Yesterday was a rough day. And then I got word that Muhammad Ali died.
This morning my husband asked me if I had heard, as the news came out after he had gone to bed. He saw I had posted a photo on Facebook and said, “Of course you knew.” Because for this woman, one who is no fan of sports and actually despises boxing, Muhammad Ali has always been my favorite athlete.
I remember watching footage of him as a kid. His burnt honey skin seemed to jump out like Technicolor in black and white images and old video reels. He danced and pranced around the ring, he was the king of trash talkers. Which, I always wondered, is it trash talking if its true? If he tells you that he the greatest and that he’s gonna whoop your ass and then actually whoops your ass, is it not just him telling the truth?
As a kid watching him when my dad watched documentaries or old fights, I’d stare in awe. Lord, was he handsome. He was tall and big and powerful and strong. He was a jokester. And when he said he was pretty, well, he didn’t lie about that either.
As I got older, I learned more about him, aside from the celebrity. I hesitate to call it activism. Activists often fight for causes, the masses, the many, but I feel like Ali moreso stood firmly grounded in his own truth. He was passionate and unwavering in his objection of the war in Vietnam. He was unbreakable.
He was a profoundly unapologetic; of his blackness, is religion, his denouncing of white supremacy. As we remember him today and into the future, I hope and pray that we remember Ali wholly, and not hold onto an ideal memory of him being palatable for America. A few years ago, he received the Liberty Medal; 40 years after his freedom and liberty were stolen from him. He carried the torch in the Olympic games, the same contest on which he won an Olympic medal for the United States of America and upon returning home was denied service in a restaurant thanks to Jim Crow laws.

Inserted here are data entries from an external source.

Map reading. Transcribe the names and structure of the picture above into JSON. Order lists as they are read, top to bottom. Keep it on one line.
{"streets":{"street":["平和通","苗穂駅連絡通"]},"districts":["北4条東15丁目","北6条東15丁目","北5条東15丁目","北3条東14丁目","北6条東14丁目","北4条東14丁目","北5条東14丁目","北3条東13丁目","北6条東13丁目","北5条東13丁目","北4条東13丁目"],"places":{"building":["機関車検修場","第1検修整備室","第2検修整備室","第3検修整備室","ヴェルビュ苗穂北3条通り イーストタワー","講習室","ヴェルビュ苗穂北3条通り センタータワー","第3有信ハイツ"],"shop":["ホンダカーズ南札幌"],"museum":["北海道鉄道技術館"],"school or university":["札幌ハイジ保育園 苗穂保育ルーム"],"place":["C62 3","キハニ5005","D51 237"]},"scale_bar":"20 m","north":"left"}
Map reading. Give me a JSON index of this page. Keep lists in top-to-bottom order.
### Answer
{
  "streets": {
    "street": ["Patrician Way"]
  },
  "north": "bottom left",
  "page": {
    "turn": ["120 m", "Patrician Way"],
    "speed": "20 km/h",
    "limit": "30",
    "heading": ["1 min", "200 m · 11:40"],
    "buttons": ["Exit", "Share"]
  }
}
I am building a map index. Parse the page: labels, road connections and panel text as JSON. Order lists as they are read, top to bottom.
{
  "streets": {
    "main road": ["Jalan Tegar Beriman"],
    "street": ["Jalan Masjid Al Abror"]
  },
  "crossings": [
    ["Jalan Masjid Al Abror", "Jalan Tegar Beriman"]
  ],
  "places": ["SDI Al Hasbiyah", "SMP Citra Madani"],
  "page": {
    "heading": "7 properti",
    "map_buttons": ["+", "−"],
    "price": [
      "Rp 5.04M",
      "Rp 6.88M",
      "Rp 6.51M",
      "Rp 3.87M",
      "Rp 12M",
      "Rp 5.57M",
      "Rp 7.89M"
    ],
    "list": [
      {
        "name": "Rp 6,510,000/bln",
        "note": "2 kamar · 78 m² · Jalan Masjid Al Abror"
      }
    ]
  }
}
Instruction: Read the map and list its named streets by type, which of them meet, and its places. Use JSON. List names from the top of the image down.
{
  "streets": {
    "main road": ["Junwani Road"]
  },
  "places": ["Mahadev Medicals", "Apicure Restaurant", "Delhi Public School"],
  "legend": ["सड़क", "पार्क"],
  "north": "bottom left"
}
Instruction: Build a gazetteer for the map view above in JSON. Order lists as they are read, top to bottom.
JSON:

Someone once explained to me the process of preparing a Muslim body for burial. Quite ritualistic, the washing, wrapping, and prayers over the body are quite a way to say goodbye to his vessel as his spirit moves on to Paradise. I imagine that the ancestors have been waiting quite some time to get a good look at this enigma to see just how one man, who was larger than life, devoted father, partner and friend, can float like a butterfly and sting like a bee.